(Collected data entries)
↓↓↓
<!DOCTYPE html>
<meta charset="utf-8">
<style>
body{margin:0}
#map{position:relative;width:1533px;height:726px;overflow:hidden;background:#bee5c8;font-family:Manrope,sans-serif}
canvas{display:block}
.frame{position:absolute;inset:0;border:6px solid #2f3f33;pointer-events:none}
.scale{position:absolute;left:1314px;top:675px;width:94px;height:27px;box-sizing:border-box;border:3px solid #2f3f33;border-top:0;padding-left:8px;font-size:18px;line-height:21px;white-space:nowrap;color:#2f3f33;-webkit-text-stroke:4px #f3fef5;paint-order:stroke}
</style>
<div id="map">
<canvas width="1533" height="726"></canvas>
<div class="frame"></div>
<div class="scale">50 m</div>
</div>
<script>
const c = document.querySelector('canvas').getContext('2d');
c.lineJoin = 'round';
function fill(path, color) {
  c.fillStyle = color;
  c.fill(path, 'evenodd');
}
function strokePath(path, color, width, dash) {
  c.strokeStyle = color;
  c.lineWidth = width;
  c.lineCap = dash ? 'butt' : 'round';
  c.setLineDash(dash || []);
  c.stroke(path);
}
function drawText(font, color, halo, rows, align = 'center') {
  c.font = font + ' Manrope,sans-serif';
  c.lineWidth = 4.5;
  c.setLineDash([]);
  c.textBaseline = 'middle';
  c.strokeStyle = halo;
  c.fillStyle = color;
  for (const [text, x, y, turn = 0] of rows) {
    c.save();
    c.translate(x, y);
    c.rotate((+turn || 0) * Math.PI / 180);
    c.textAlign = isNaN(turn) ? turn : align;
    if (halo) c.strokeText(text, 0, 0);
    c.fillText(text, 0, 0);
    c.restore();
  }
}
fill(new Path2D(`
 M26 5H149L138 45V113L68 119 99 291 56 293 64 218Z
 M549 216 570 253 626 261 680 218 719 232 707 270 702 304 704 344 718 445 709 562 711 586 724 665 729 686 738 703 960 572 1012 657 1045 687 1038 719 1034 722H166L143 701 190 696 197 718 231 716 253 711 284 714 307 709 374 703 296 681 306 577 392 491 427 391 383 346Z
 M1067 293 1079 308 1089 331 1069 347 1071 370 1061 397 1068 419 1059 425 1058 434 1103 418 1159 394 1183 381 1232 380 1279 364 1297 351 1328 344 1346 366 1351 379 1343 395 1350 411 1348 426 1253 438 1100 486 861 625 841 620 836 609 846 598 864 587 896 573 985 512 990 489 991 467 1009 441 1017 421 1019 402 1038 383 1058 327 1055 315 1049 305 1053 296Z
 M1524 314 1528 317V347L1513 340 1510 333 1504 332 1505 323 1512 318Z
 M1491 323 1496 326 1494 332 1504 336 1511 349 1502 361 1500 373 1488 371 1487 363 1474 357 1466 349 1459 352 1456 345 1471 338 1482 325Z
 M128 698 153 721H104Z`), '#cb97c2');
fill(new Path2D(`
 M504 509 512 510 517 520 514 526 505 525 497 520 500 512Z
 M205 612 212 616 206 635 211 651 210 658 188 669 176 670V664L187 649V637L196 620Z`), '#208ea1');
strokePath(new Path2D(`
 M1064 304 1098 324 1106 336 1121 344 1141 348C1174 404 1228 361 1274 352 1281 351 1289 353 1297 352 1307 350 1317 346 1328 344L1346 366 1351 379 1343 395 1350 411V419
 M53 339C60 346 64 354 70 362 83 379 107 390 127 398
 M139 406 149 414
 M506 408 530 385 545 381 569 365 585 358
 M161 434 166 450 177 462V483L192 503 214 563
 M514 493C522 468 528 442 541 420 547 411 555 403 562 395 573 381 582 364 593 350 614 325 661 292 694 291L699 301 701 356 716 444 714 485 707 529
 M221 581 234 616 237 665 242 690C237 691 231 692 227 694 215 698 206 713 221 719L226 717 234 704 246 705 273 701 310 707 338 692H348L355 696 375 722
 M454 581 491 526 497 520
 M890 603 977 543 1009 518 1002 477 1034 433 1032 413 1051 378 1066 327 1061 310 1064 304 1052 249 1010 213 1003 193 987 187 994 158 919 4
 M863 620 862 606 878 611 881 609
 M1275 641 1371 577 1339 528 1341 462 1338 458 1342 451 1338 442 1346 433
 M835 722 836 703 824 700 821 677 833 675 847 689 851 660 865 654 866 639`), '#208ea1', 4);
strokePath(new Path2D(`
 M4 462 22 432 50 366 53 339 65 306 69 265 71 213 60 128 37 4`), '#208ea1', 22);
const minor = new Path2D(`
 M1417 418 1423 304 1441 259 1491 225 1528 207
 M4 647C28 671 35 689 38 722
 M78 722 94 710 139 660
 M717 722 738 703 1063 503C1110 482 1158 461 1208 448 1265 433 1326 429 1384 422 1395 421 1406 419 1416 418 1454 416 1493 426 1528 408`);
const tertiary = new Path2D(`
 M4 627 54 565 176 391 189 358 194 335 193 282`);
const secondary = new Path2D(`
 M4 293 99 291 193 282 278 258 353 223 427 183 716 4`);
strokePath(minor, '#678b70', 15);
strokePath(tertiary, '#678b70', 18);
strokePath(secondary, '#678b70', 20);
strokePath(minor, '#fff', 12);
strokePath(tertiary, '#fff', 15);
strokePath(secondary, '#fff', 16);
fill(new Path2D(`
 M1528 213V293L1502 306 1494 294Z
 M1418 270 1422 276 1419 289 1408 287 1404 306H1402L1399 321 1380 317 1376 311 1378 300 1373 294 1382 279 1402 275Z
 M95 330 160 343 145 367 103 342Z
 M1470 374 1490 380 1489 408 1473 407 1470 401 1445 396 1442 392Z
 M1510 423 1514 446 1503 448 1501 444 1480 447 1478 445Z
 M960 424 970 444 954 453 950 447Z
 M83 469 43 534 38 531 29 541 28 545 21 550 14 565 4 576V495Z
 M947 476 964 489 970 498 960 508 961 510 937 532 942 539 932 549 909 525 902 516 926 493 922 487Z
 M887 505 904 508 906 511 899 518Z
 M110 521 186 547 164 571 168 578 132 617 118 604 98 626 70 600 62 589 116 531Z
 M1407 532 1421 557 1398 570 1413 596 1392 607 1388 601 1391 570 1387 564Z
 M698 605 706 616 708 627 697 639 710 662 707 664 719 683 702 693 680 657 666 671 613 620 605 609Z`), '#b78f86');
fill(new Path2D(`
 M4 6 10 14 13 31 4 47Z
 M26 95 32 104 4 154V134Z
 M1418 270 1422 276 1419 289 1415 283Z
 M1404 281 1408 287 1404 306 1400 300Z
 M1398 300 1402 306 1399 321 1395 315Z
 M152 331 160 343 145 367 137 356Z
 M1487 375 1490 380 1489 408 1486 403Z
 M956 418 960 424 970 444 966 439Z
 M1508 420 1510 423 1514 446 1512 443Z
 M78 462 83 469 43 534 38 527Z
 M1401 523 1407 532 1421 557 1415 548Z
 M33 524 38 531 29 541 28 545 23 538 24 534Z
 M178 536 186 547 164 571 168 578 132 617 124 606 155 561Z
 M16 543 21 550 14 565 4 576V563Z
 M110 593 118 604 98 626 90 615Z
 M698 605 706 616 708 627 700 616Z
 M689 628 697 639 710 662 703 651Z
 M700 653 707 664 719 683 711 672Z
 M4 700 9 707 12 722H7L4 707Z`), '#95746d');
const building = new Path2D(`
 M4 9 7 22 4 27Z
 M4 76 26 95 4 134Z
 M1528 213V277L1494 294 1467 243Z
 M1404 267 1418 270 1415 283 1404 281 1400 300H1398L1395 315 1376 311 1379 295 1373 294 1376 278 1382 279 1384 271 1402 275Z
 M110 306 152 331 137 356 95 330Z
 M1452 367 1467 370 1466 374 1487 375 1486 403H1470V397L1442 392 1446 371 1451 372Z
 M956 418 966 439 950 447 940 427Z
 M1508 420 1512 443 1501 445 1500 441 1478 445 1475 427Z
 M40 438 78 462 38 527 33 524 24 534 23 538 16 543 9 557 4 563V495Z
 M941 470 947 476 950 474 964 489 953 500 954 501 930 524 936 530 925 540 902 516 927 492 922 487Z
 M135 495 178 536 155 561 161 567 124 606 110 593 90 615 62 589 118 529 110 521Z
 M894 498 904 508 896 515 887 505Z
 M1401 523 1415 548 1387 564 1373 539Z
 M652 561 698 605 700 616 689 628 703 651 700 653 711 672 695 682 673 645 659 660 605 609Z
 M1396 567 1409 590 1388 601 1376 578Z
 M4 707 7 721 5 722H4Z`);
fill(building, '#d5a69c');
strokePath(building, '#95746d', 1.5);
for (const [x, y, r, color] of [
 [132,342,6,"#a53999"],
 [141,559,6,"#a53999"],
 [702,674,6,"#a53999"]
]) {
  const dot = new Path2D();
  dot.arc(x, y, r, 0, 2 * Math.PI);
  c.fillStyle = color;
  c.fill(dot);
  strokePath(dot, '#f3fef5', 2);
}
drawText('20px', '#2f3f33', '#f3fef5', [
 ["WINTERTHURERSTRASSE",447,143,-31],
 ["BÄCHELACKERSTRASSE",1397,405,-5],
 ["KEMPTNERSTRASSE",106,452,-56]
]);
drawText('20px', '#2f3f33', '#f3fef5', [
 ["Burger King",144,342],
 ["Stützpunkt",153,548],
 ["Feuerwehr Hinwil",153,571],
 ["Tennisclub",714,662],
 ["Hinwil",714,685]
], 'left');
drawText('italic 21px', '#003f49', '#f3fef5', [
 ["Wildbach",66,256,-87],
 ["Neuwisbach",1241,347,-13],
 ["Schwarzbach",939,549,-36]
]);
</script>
↑↑↑
__Exercise directions__.
Using the data above, reproduce exactly the lines from the line that contains "c.translate(x, y);" through the line that contains "M549 216 570", including both.

__Exercise response__.
    c.translate(x, y);
    c.rotate((+turn || 0) * Math.PI / 180);
    c.textAlign = isNaN(turn) ? turn : align;
    if (halo) c.strokeText(text, 0, 0);
    c.fillText(text, 0, 0);
    c.restore();
  }
}
fill(new Path2D(`
 M26 5H149L138 45V113L68 119 99 291 56 293 64 218Z
 M549 216 570 253 626 261 680 218 719 232 707 270 702 304 704 344 718 445 709 562 711 586 724 665 729 686 738 703 960 572 1012 657 1045 687 1038 719 1034 722H166L143 701 190 696 197 718 231 716 253 711 284 714 307 709 374 703 296 681 306 577 392 491 427 391 383 346Z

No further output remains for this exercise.